Saturday, January 17, 2009

Vodafone: Mobile Devices for Emerging Markets

Over the weekend I discovered an online magazine called Vodafone Receiver. This publication recently released an issue focused on emerging markets that features several interesting perspectives about design and innovation.

Similar to Nokia, Vodafone positions emerging markets as places that offer business opportunities for local and global companies; that have large numbers of people with an entrepreneurial spirit; and where companies can make a positive impact on the development of local communities. The article Poor Markets Make Good Cents lays out this perspective with some interesting supporting evidence.

Phones, Finance and Innovation

First and foremost, during the past couple of years mobile phone adoption rates have skyrocketed in emerging markets throughout Asia, Africa and Latin America.

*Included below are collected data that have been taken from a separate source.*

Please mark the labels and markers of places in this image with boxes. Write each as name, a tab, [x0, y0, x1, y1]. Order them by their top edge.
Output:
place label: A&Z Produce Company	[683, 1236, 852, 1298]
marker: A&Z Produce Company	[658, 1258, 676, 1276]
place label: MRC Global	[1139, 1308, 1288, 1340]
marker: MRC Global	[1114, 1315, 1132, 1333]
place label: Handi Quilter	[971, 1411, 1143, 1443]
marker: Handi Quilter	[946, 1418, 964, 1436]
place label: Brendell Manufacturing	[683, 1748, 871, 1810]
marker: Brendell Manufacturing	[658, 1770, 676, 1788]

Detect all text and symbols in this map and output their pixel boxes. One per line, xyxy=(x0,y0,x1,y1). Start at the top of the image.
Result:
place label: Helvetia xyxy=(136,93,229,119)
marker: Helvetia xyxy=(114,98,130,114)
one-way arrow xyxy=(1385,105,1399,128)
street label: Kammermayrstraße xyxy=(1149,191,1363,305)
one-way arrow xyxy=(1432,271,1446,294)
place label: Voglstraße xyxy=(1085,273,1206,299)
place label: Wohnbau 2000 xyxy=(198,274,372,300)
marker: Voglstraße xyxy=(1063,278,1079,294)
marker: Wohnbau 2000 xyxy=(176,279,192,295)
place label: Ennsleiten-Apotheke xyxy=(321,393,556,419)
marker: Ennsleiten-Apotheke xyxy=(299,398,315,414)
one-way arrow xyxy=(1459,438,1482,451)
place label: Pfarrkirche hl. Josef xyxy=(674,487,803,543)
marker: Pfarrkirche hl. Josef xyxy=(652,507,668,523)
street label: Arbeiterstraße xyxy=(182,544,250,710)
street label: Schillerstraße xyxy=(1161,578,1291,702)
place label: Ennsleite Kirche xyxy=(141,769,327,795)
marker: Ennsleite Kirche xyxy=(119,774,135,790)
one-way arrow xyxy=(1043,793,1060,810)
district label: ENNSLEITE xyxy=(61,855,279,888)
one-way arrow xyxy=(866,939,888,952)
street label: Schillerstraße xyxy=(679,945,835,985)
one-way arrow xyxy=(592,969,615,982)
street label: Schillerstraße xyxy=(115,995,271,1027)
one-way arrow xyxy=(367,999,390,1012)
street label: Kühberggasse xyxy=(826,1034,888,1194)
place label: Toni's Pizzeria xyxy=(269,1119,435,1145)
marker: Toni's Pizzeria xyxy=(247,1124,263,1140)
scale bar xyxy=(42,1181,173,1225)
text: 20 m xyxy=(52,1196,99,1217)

A large demand for mobile technology exists in emerging markets. In many of these countries the landline infrastructure was never adequate to support poor communities. Therefore, this is the first time that many people have had the opportunity to own a phone of any type. The same goes for the computing functionality. A mobile phone tends to be the first information device that these people have experienced since computers are out of reach due to their much higher price tags.

On the supply side two important trends are driving the financing of information and communication technologies in emerging markets. First, the appearance of new institutions dedicated to linking financial markets to social entrepreneurs and ventures that use market forces to drive social change. Secondly, the fact that traditional venture capitalists, who had previously written off these markets, are taking a fresh look at them. These trends help create opportunities for local and foreign entrepreneurs to promote innovations that make a positive impact on local markets.

This article also features interesting examples of mobile services that are positively impacting communities in emerging markets. These examples highlight successful services that were developed to address the specific needs and context of emerging market residents.
  • In 2007, Reuters launched a service called Market Light that provides weather and market information to farmers in India. This information enables farmers to better tend to their crops and to negotiate the fair prices with middlemen.
  • In Bangladesh, a service called CellBazar provides an SMS-based craigslist of sorts. It includes listings for appliances, cars, apartments and even live animals. This service, a spin-off of MIT's Program in Developmental Entrepreneurship, is helping facilitate commerce for individuals and business, and providing both buyers and sellers with access to a much larger marketplace.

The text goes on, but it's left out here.